Nur ein knappes Fünftel (rund 5,8 Millionen Euro) ging an die fünf in ihren Bundesländern führenden Regionalzeitungen "Kleine Zeitung", "Vorarlberger Nachrichten", "Salzburger Nachrichten", "Tiroler Tageszeitung" und "Oberösterreichische Nachrichten" (am wenigsten mit 871.000 Euro an die OÖN).
Im Jahr 2018 und im ersten Halbjahr 2019 zeichnete das türkis-blaue Kabinett Kurz I für die Werbeausgaben verantwortlich. Im zweiten Halbjahr 2019 war die Expertenregierung am Ruder, die diese Ausgaben heruntergefahren hat. Am meisten gebucht hat das Finanzministerium (10,4 Millionen Euro) vor dem Kanzleramt (4,5 Millionen).
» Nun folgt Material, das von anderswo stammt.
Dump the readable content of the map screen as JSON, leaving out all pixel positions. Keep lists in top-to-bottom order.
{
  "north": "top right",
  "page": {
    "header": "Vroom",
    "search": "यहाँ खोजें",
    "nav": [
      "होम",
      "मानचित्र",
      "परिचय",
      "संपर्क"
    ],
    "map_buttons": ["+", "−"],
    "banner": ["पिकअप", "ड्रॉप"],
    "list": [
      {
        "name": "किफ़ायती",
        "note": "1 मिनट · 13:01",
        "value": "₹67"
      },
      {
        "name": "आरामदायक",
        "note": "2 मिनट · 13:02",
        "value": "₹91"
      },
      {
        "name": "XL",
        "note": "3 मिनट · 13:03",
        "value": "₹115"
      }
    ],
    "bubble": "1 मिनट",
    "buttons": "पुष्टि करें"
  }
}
Laut Studie erfolgte die Inseratenstreuung 2018/19 nach unklaren inhaltlichen Kriterien. Boulevard- bzw. Gratiszeitungen wurden deutlich überproportional finanziert. Die Ausgaben konzentrieren sich auf den Osten des Landes, für die Information von Lesern im Süden und Westen setzte die Regierung viel weniger Steuergeld ein.
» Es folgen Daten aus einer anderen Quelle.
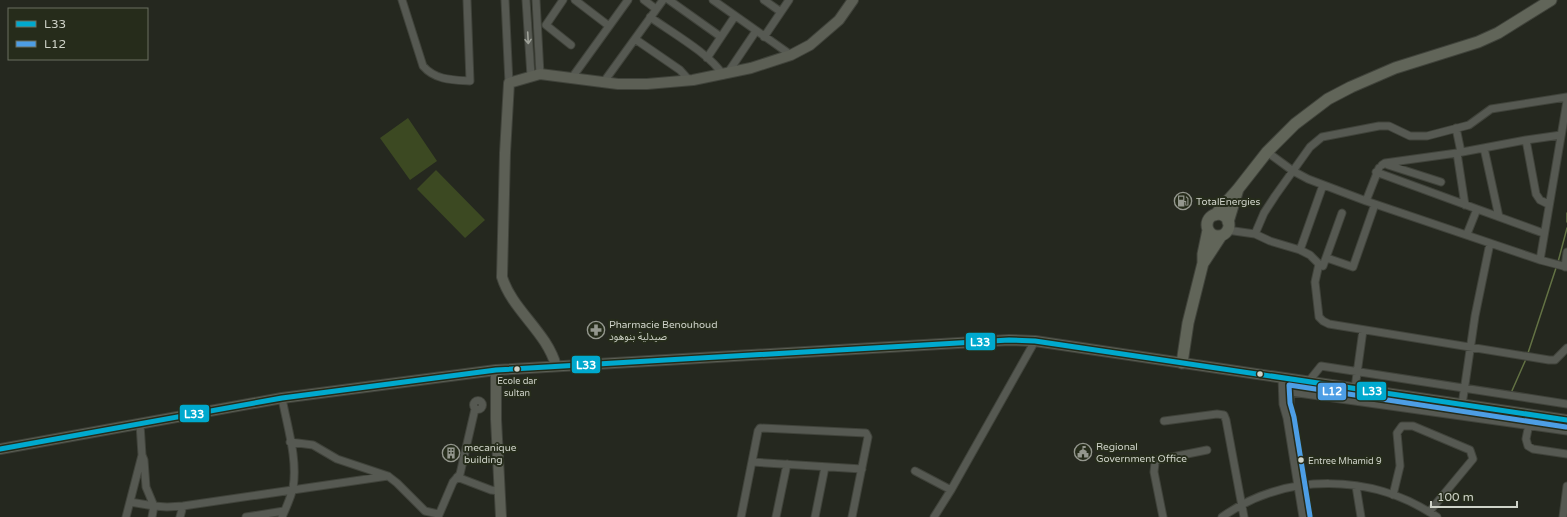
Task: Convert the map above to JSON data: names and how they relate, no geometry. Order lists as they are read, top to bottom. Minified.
{"places":{"fuel station":["TotalEnergies"],"pharmacy":["Pharmacie Benouhoud صيدلية بنوهود"],"other":["Ecole dar sultan","Entree Mhamid 9"],"public building":["Regional Government Office"],"building":["mecanique building"]},"lines":["transit line L33","transit line L12"],"legend":["L33","L12"],"scale_bar":"100 m"}
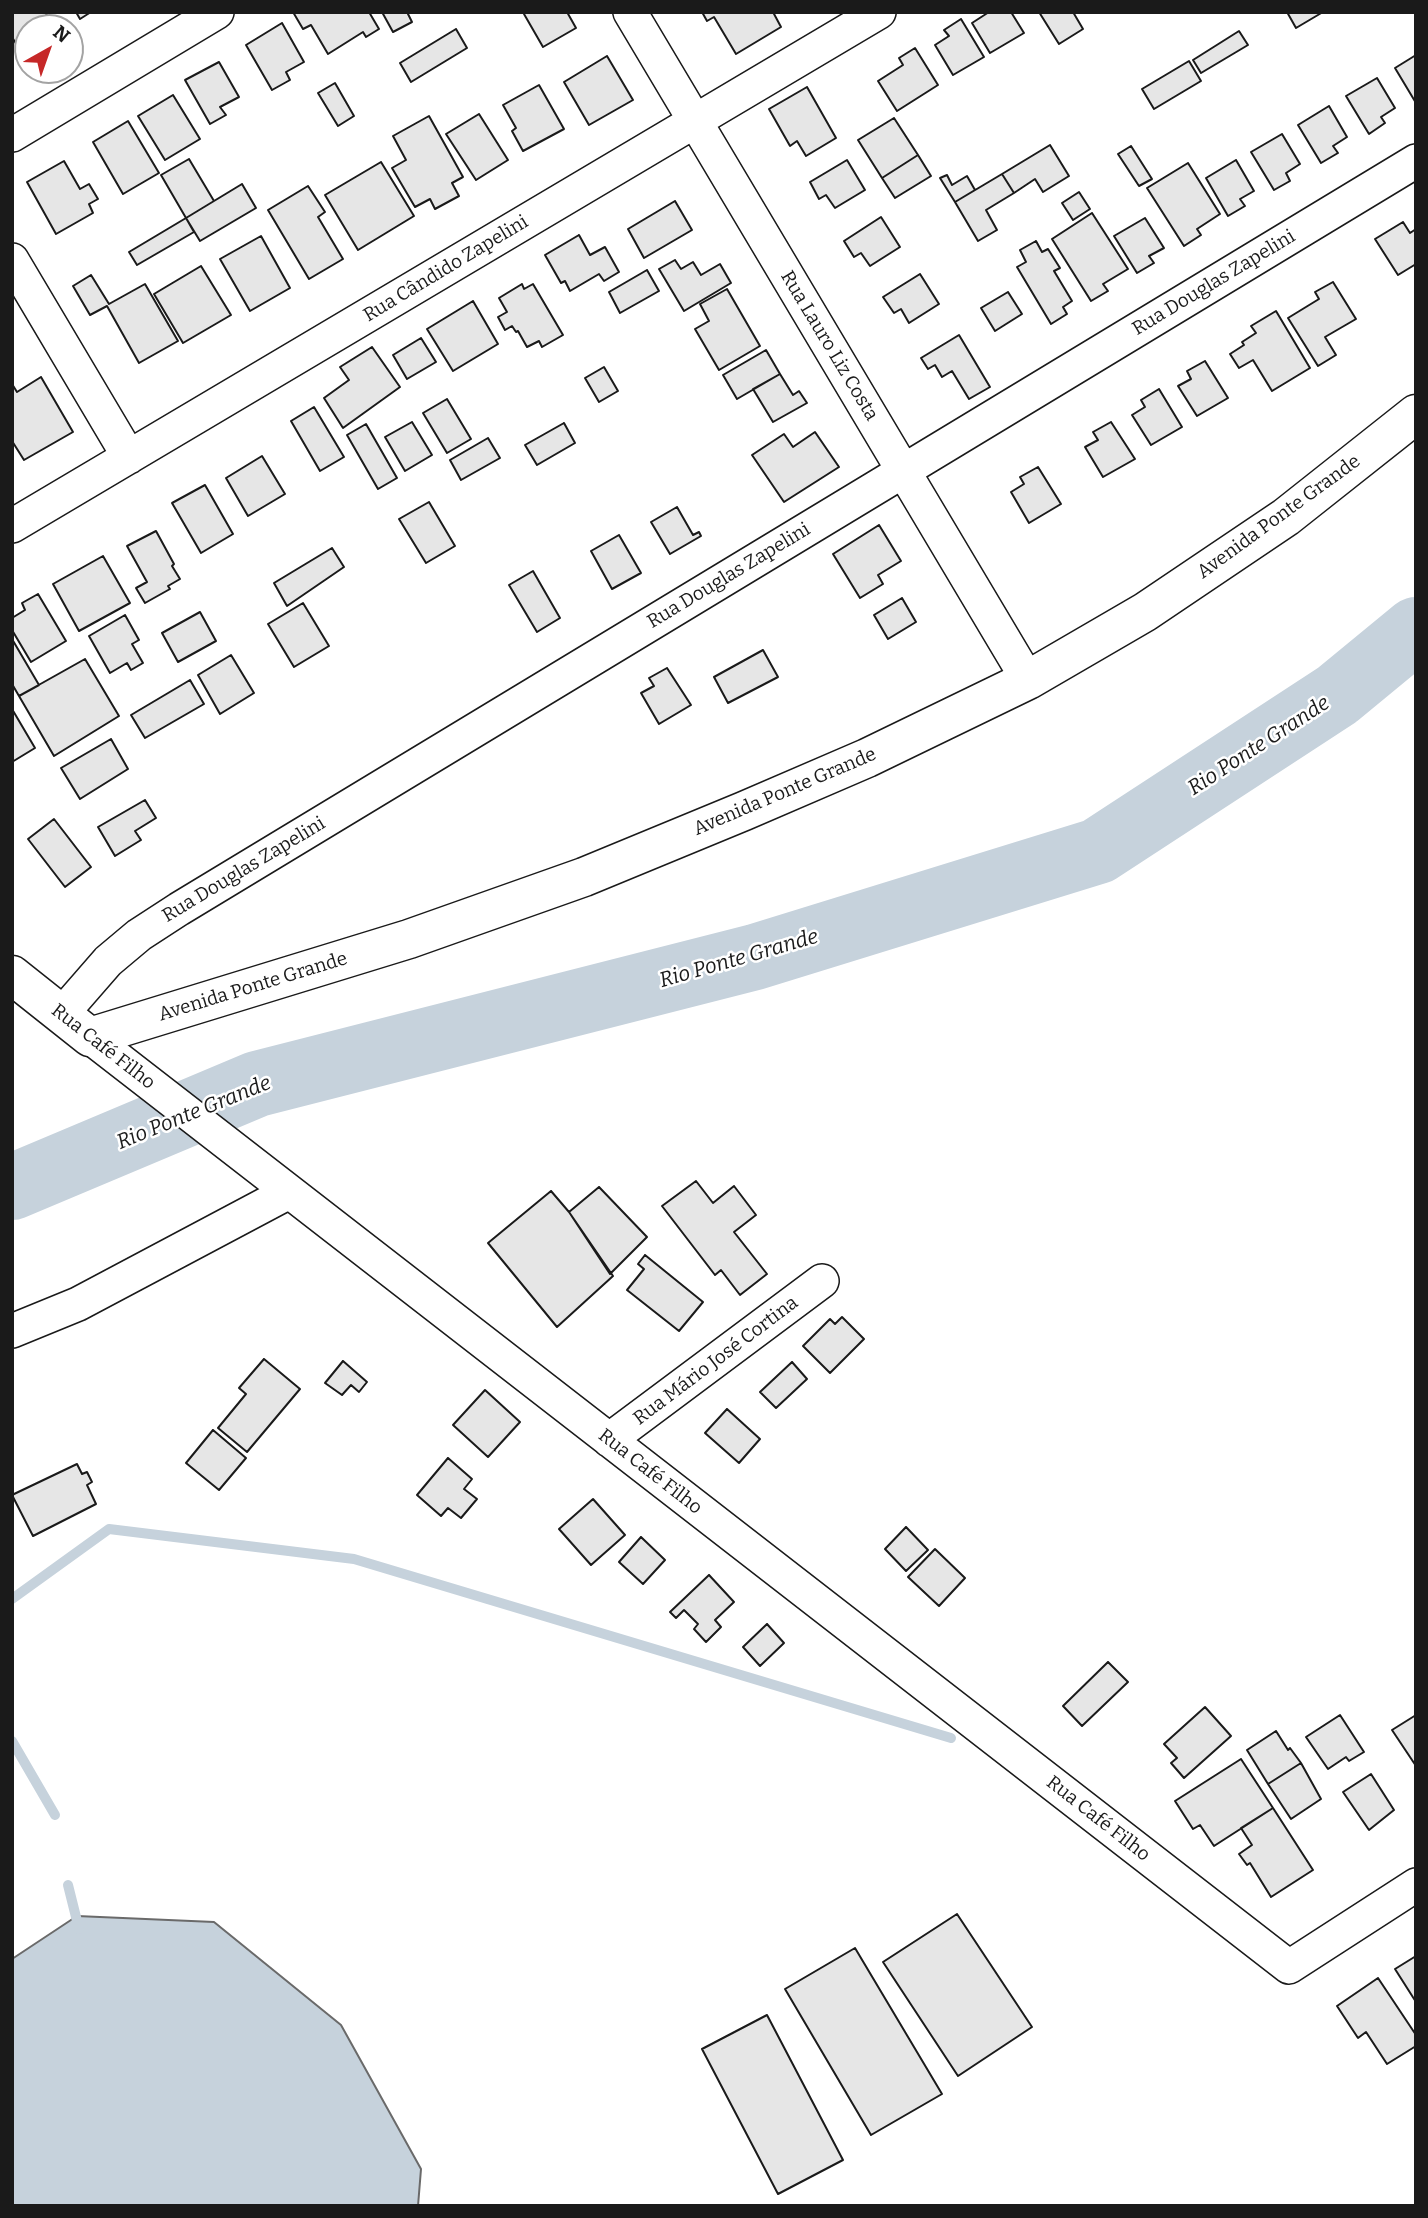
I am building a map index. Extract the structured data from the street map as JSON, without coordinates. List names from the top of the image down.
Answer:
{
  "streets": {
    "street": [
      "Rua Cândido Zapelini",
      "Rua Douglas Zapelini",
      "Rua Lauro Liz Costa",
      "Avenida Ponte Grande",
      "Rua Café Filho",
      "Rua Mário José Cortina"
    ]
  },
  "crossings": [
    ["Rua Cândido Zapelini", "Rua Lauro Liz Costa"],
    ["Rua Douglas Zapelini", "Rua Lauro Liz Costa"],
    ["Rua Douglas Zapelini", "Avenida Ponte Grande"],
    ["Rua Douglas Zapelini", "Rua Café Filho"],
    ["Rua Lauro Liz Costa", "Avenida Ponte Grande"],
    ["Avenida Ponte Grande", "Rua Café Filho"],
    ["Rua Café Filho", "Rua Mário José Cortina"]
  ],
  "water": ["Rio Ponte Grande"],
  "north": "top right"
}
Verzerrung des Medienmarktes
Die Reichweiten der Tageszeitungen spielen offenbar keine Rolle. Ein Leser von "Österreich" war der Bundesregierung 2018 statistisch gesehen in etwa drei bis vier Mal so viel wert wie ein Leser der meisten Regionalzeitungen. Die Buchungen trugen damit wesentlich zur Verzerrung des Medienmarktes bei, wie die Studienautoren feststellen.
Als Motive der Kommunikationsarbeit stehen neben Fachthemen einzelner Ministerien und Zielgruppen verschiedener Medien parteipolitische Präferenzen und Mediensympathien von Politikern im Raum.
"Kurier" und "Der Standard" bekamen gar keine Inserate von FP-geführten Ressorts, besonders gut schnitt hier "Österreich" ab. Vom VP-geführten Kanzleramt wurden Kampagnen sehr stark in der "Kronen Zeitung" gebucht.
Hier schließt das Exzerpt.